The device landed near Lang, members of his group and a nearby Daily News reporter covering the protest, but didn’t explode.
“These are perilous times to be sure. I know you feel the stress and anxiety in your synagogues, in your schools or community centers and even in your own homes. I feel it too,” said Tisch. “I also know the NYPD is laser-focused on keeping this city safe.”
To combat the threat, the NYPD is deploying assets including counter-terrorism divisions, the critical response command, heavy weapons teams and K-9 units to synagogues and high-threat locations throughout the city, according to NYPD Deputy Commissioner of Intelligence and Counter Terrorism Rebecca Weiner.

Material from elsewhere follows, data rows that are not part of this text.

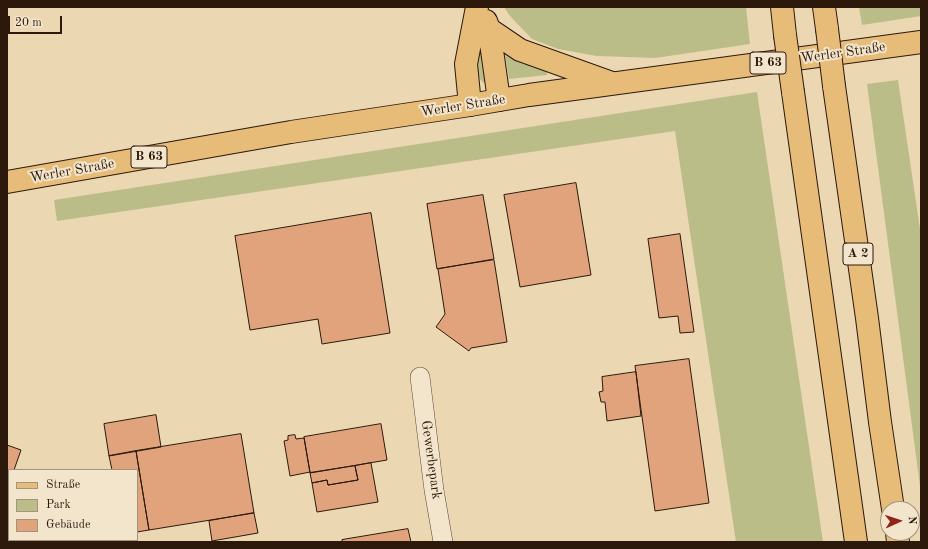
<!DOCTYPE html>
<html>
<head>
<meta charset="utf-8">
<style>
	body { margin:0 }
	#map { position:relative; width:928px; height:549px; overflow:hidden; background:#ebd7b1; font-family:"Old Standard TT",serif }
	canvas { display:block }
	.frame { position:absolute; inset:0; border:8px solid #2d190c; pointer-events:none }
	.legend { position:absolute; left:8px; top:469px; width:130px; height:72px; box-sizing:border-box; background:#f2e5cc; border:1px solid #a3937f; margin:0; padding:5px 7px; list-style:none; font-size:12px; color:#2d190c }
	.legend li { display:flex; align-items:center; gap:8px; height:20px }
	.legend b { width:20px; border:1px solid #a3937f }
	.north { position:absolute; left:880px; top:501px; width:40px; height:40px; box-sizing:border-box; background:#f2e5cc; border:1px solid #a3937f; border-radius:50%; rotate:87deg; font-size:11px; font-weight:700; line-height:16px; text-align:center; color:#2d190c }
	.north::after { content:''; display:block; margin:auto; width:14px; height:18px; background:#8f2418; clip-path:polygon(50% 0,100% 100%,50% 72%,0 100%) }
	.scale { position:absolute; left:8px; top:16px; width:54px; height:18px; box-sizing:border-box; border:2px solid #2d190c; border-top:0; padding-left:5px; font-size:12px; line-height:14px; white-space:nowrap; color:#2d190c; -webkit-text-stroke:3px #f2e5cc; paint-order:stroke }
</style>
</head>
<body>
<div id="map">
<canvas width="928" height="549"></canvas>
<div class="frame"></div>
<ul class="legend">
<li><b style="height:5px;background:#e6bc78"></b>Straße</li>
<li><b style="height:11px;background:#bbbd89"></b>Park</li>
<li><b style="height:11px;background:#e1a37c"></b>Gebäude</li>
</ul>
<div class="north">N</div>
<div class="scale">20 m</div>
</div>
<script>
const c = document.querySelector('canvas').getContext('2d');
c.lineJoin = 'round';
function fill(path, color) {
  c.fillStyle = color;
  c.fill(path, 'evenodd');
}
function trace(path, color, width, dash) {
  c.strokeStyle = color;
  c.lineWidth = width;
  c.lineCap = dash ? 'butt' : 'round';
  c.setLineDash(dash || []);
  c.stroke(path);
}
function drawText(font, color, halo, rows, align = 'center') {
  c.font = font + ' "Old Standard TT",serif';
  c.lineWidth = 4;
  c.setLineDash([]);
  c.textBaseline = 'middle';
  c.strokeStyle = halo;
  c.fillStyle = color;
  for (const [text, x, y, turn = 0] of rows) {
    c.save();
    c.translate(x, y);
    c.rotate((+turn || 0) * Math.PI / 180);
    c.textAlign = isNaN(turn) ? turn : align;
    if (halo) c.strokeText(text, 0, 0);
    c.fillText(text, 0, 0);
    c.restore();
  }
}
const green = new Path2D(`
	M 504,7 L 746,7 L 750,44 L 655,58 L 597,56 L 558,49 L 532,39 L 510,16 Z
	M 859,7 L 921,7 L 921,16 L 862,25 Z
	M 480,30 L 486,79 L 484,83 C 472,77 479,42 480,30 Z
	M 506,54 L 510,54 L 527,64 L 547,72 L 547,75 L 509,79 L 505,55 Z
	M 898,80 L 921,236 L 921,494 L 867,84 Z
	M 757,92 L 823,542 L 736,542 L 675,131 L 57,221 L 54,200 Z`);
const building = new Path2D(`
	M 576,183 L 591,275 L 520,287 L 504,195 Z
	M 483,195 L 494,259 L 437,269 L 427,204 Z
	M 371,213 L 390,333 L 322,344 L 318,319 L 250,330 L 235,236 Z
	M 680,234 L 694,332 L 680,333 L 678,316 L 659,318 L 648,239 Z
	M 494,260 L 507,342 L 471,348 L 469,351 L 436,327 L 445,314 L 438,269 Z
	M 689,359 L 709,503 L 655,511 L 635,366 Z
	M 636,372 L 641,416 L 607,421 L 605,402 L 601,402 L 599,392 L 603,391 L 602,377 Z
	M 156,415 L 161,447 L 109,456 L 104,424 Z
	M 381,424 L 387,460 L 310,473 L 304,437 Z
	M 241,434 L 254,513 L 149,530 L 136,451 Z
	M 295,435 L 296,439 L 304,438 L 310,472 L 290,476 L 284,441 L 288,440 L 288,436 Z
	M 7,445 L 21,450 L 14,470 L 9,470 L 9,478 L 7,477 Z
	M 136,451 L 149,530 L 137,532 L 137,470 L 112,470 L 109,456 Z
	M 371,463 L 378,502 L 317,512 L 312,483 L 327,480 L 328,485 L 358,480 L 355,466 Z
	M 355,466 L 358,480 L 328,485 L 327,480 L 312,483 L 310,473 Z
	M 254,513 L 258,533 L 212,541 L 209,521 Z
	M 408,529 L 411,542 L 342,542 L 342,540 Z`);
const minor = new Path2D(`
	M 420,377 L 434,490 L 443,542`);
const major = new Path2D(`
	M 7,182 L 291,132 L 470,105 L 529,95 L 921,42`);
const highway = new Path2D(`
	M 782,7 L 785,35
	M 824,7 L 827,29
	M 486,21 L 489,29 L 499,100
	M 489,29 L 520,50 L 612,83
	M 834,86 L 867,318 L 880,422 L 893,509
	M 793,92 L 856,542
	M 470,105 L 466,64 L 477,7
	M 897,533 L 898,542`);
const highwayBridge = new Path2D(`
	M 827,29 L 834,86
	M 785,35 L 793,92`);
const shields = [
	[768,63,36],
	[149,157,36],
	[858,254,30]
];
const shieldNames = [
	["B 63",768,63],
	["B 63",149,157],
	["A 2",858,254]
];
const streetNames = [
	["Werler Straße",843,53,-8],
	["Werler Straße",463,106,-9],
	["Werler Straße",72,171,-10],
	["Gewerbepark",431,460,82]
];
fill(green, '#bbbd89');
fill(building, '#e1a37c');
trace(building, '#2d190c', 1);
trace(minor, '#5c4835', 20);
trace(major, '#2d190c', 24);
trace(highway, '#2d190c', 24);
trace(minor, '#f2e5cc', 19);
trace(major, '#e6bc78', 22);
trace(highway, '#e6bc78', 22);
trace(highwayBridge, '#2d190c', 24, []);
trace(highwayBridge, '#e6bc78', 22);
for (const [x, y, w] of shields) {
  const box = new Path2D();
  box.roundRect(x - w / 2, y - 11, w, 22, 3);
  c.fillStyle = '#f2e5cc';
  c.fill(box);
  trace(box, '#2d190c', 1);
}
drawText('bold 13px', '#2d190c', null, shieldNames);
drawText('14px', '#2d190c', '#f2e5cc', streetNames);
</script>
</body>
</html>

“These teams provide necessary deterrence and target guarding, and they should also provide reassurance that we are everywhere, that we can be omnipresent,” Weiner told the crowd at Thursday’s security briefing.
Weiner also touted the NYPD’s network of cameras and sensors, which are monitored by members of the NYPD’s intelligence division, and international liaison officers posted in the Middle East as elements providing the department with early-warning detection capabilities.
“There will be security measures that you see, and many others that you won’t,” said Weiner. “As this onslaught of misplaced retaliation, retribution and hate continues, we will continue to do all in our power to interrupt it.”